No campo educacional, a promoção da educação antirracista, que reconhece e enfrentam as desigualdades raciais presentes na sociedade, bem como a valorização da história, da cultura e das contribuições dos povos africanos. Assim é crucial a interação e a construção de espaços de poder e autonomia para as comunidades negras, inspirados nos quilombos históricos, onde os afrodescendentes podem exercer controle sobre seus próprios destinos e recursos. Isso inclui iniciativas de desenvolvimento econômico e social lideradas pela comunidade, bem como a defesa de políticas públicas que promovam a igualdade racial e o acesso equitativo a oportunidades educacionais, econômicas e políticas.

 Conforme identificado nas conversas e na entrevista realizada, é fundamental destacar a importância da mobilidade social dos quilombolas, principalmente na busca pelo ensino superior, uma vez que fortalece a participação dos quilombolas no contexto social e os qualifica para continuar a luta por políticas públicas mais efetivas e que dialoguem com suas comunidades. Nesse cenário, os quilombolas enfrentam o preconceito, muitas vezes velado, que se manifesta por meio de piadas, insinuações ou comentários irônicos, disfarçando ou encobrindo o fenômeno do preconceito racial na sociedade brasileira atual. A partir das respostas fornecidas, percebe-se que o racismo está presente de forma dissimulada, mas com impacto significativo, podendo prejudicar os ideais e objetivos de muitos estudantes. Nesse sentido Munanga (2012, p. 19):

Os que pensam que a situação do negro no Brasil é apenas uma questão econômica, e não racista, não fazem esforço para entender como as práticas racistas impedem ao negro o acesso na participação e na ascensão econômica. Ao separar raça e classe numa sociedade capitalista, comete-se um erro metodológico que dificulta a sua análise e os condena ao beco sem saída de uma explicação puramente economicista.

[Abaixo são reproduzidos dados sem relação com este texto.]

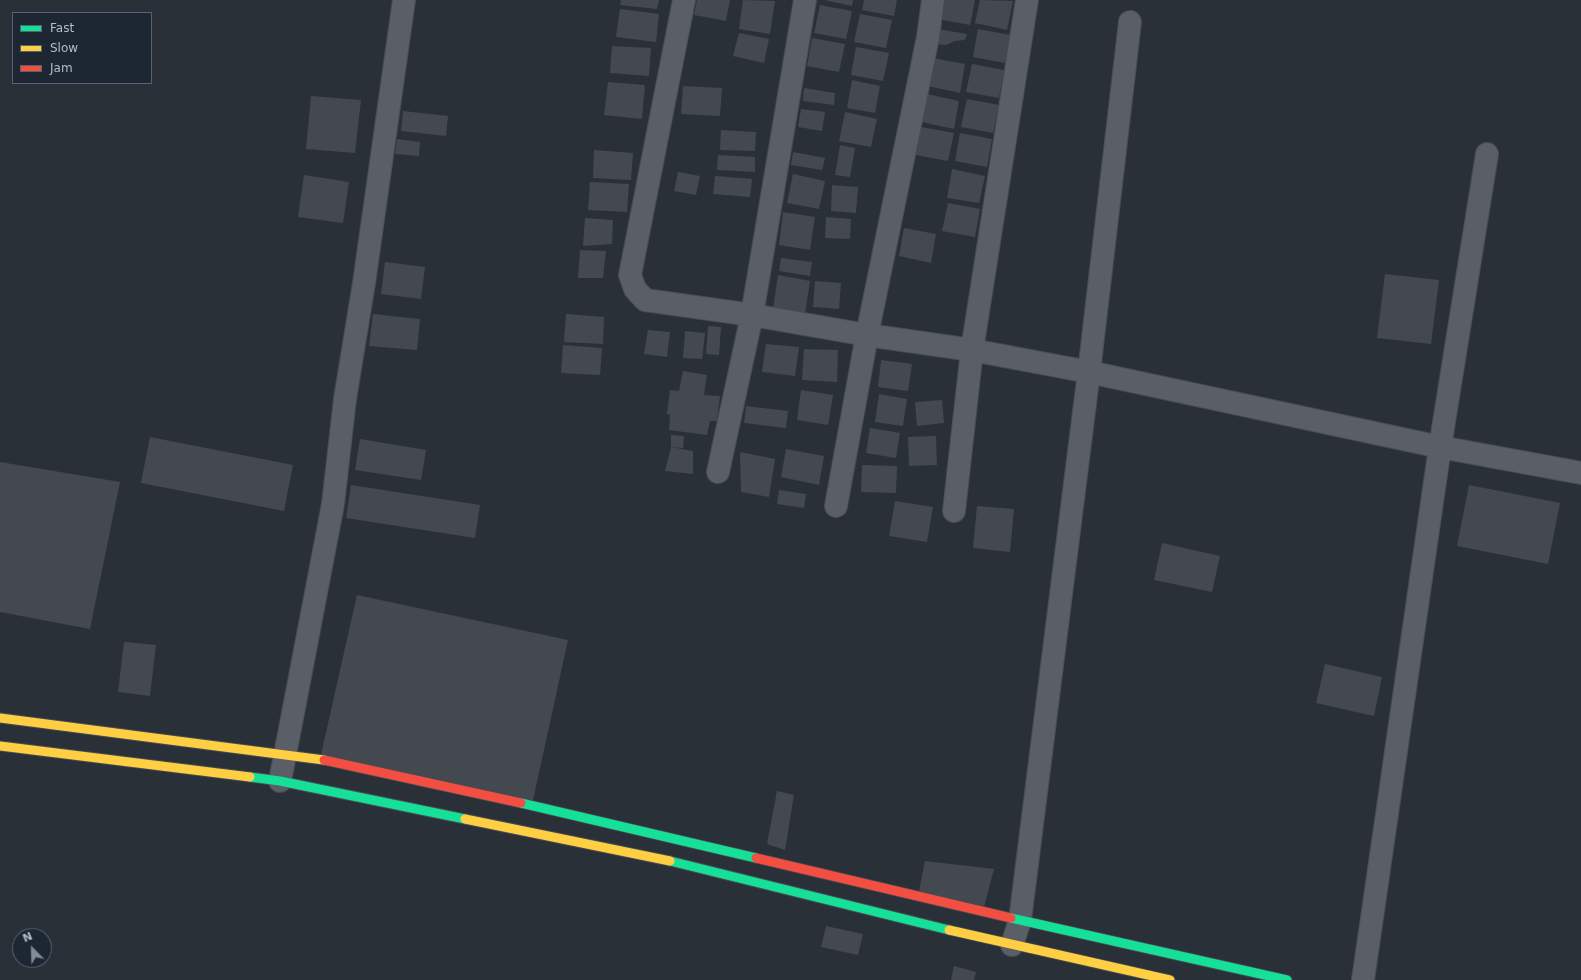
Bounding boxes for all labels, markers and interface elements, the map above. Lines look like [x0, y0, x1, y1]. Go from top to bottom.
legend [12, 12, 152, 84]
text: Fast [50, 21, 74, 35]
text: Slow [50, 41, 78, 55]
text: Jam [50, 61, 73, 75]
north arrow [12, 928, 52, 968]
text: N [21, 930, 34, 945]

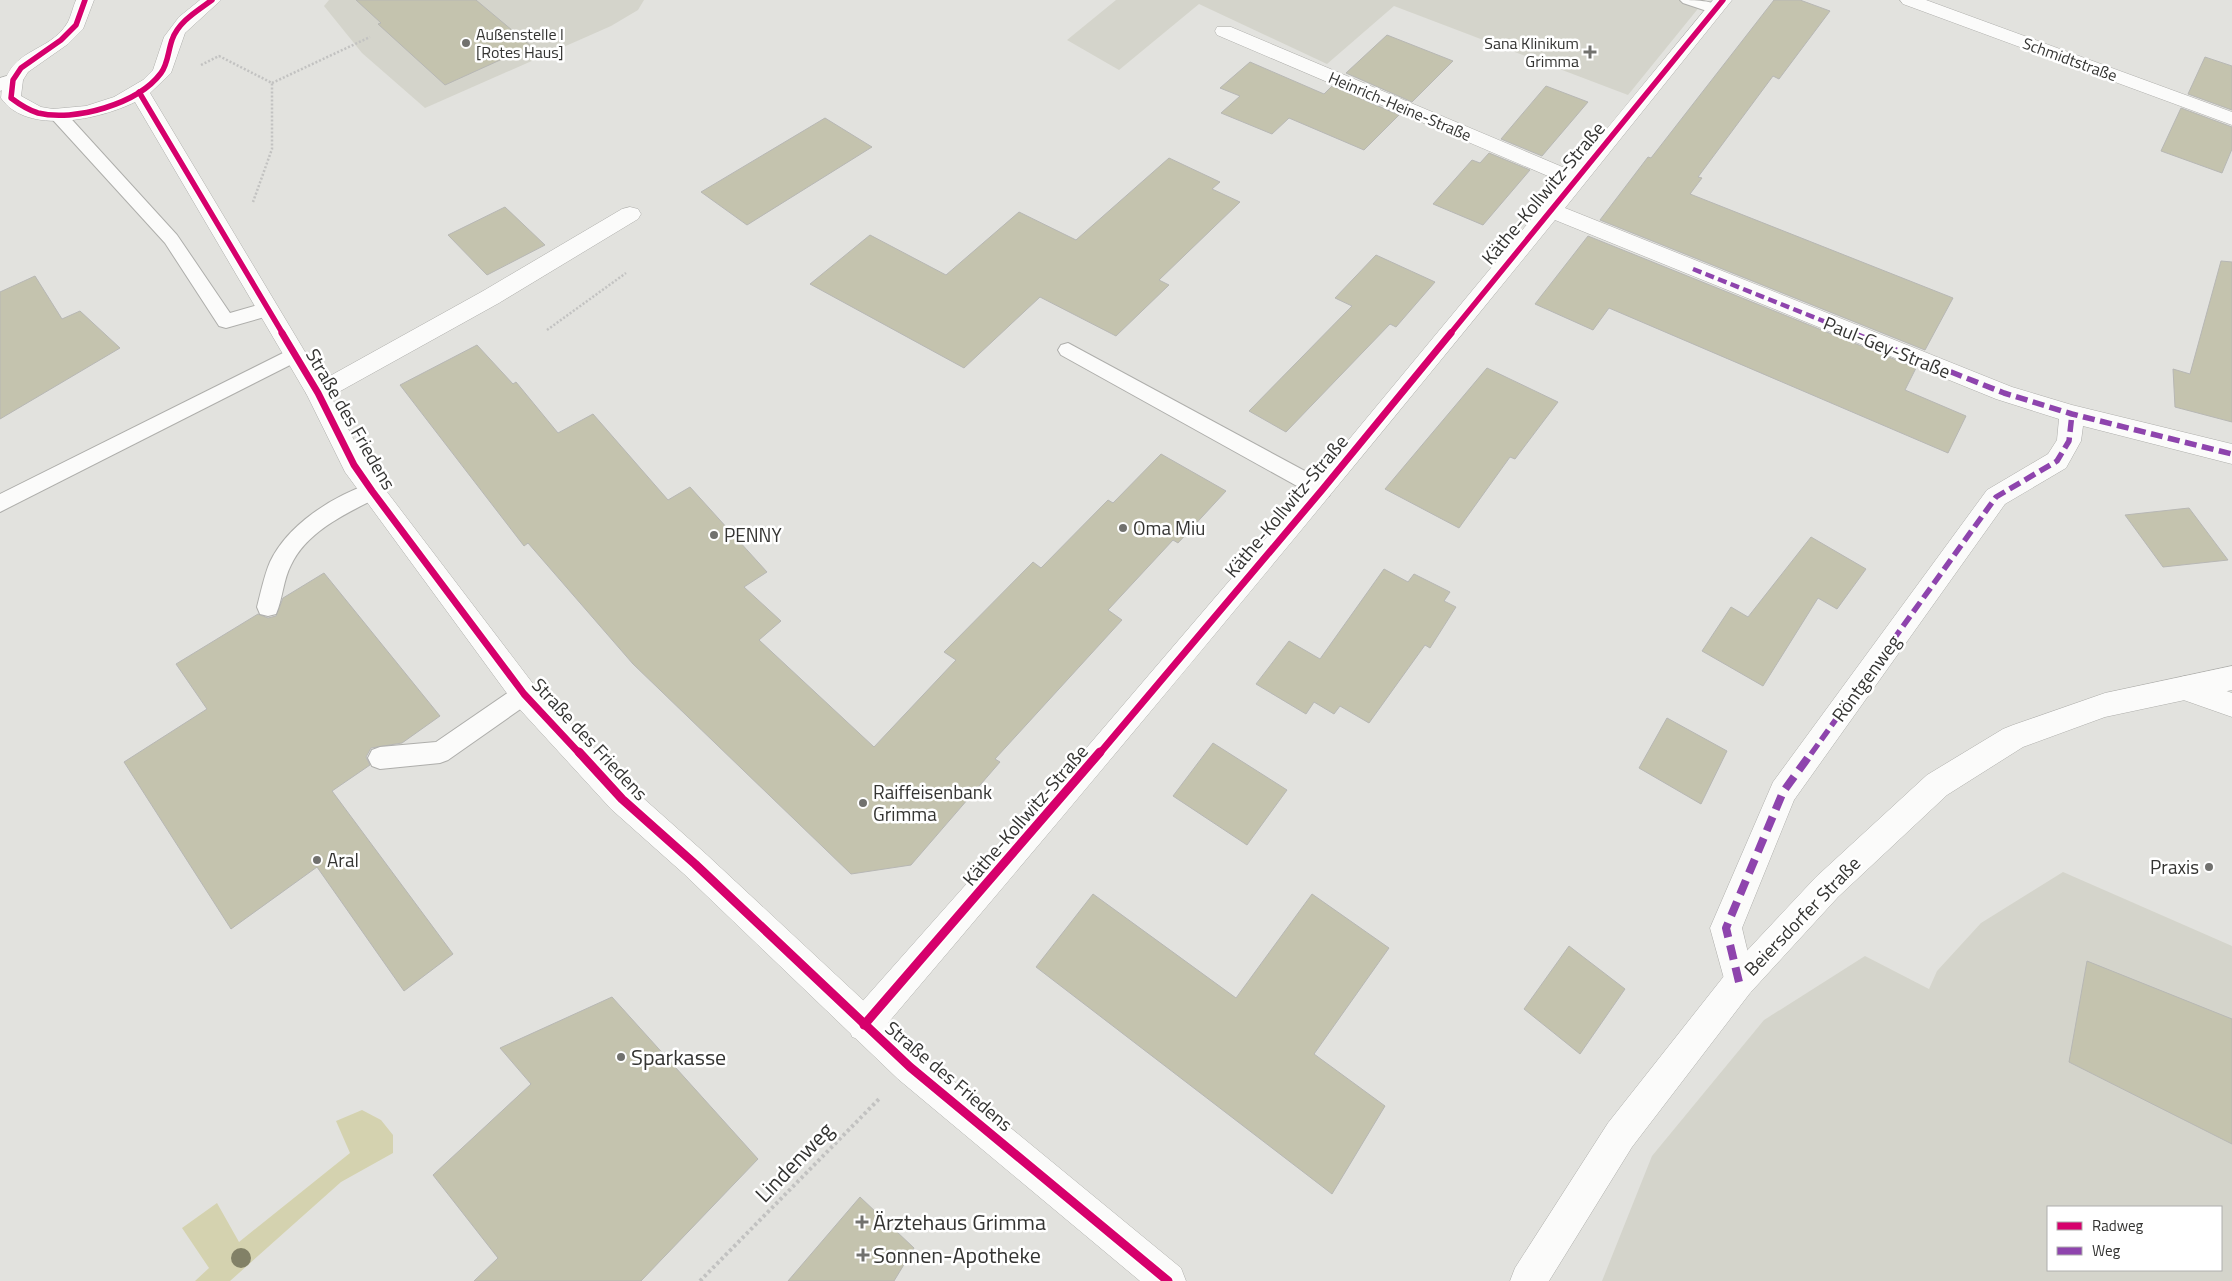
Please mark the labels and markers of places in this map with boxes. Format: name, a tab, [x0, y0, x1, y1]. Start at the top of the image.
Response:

A mobilidade social pode ser vista como um fenômeno que une as pessoas, gerando um senso de orgulho e pertencimento entre os membros de uma comunidade. No entanto, como em qualquer mudança social, também pode apresentar barreiras e dificuldades, e nesse sentido o trabalho servirá de base para uma futura pesquisa na qual pretende-se explorar “Qual é o impacto da mobilidade e da saída de quilombolas na identidade cultural destes e na definição de seu pertencimento às comunidades quilombolas?”.

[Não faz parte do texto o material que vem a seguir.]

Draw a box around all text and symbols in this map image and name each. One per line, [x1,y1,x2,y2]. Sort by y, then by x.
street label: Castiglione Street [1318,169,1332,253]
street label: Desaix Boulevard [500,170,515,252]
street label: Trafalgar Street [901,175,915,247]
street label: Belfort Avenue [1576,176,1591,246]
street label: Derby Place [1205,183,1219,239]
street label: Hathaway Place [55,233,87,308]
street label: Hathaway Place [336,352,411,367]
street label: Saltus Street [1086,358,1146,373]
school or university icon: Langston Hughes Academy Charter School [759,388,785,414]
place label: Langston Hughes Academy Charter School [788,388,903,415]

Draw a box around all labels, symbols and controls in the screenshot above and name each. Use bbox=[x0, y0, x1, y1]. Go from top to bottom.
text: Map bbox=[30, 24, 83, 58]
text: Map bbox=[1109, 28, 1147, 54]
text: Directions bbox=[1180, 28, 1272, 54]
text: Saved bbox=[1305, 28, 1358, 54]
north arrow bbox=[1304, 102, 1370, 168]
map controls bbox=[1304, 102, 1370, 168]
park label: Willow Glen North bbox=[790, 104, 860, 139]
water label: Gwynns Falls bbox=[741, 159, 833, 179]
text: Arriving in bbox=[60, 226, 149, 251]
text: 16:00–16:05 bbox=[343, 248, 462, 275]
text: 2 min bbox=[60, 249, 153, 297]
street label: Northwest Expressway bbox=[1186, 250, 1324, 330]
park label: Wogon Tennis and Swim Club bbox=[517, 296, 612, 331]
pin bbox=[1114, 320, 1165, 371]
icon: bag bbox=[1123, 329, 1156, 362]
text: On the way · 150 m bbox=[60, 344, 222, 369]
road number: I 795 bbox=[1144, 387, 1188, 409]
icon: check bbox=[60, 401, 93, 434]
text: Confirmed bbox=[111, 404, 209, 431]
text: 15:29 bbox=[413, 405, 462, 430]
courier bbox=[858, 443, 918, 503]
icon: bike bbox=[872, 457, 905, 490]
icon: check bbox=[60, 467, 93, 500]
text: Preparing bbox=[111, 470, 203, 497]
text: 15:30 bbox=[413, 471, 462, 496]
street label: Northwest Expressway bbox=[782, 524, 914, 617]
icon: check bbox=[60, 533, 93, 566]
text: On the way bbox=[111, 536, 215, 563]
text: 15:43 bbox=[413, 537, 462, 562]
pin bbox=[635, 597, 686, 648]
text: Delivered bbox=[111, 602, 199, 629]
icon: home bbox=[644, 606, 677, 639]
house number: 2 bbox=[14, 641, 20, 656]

Diante o exposto, acredita-se no alcance dos objetivos, entendendo a importância da mobilidade social dos quilombolas na sociedade atual, atuando como forma de resistência e participação nos processos, bem como conseguimos identificar algumas das inúmeras barreiras enfrentadas para a concretização disso.

Referências

NASCIMENTO, Beatriz. O conceito de quilombo e a resistência cultural negra. In: RATTS, Alex. Eu sou atlântica: sobre a trajetória de vida de Beatriz Nascimento. São Paulo: Imprensa Oficial, 2006.

NASCIMENTO, Abdias. O Quilombismo. Brasília/Rio: Fundação Cultural Palmares/ OR Editor (2002) 2ª ed.

CRESWELL, John W. Projeto de pesquisa: métodos qualitativo, quantitativo e misto. Tradução Magda Lopes; consultoria, supervisão e revisão técnica de Dirceu da Silva. 3. ed. Porto Alegre: Artmed, 2010.

MUNANGA, Kabengele. Negritude: usos e sentidos. 3. ed. 1. reimp. Belo Horizonte: Autêntica Editora, 2012. (Coleção Cultura Negra e Identidades).

SEVERINO, Antônio Joaquim. Metodologia do trabalho científico. 24. ed. rev. e atual. 5. reimpr. São Paulo: Cortez, 2016.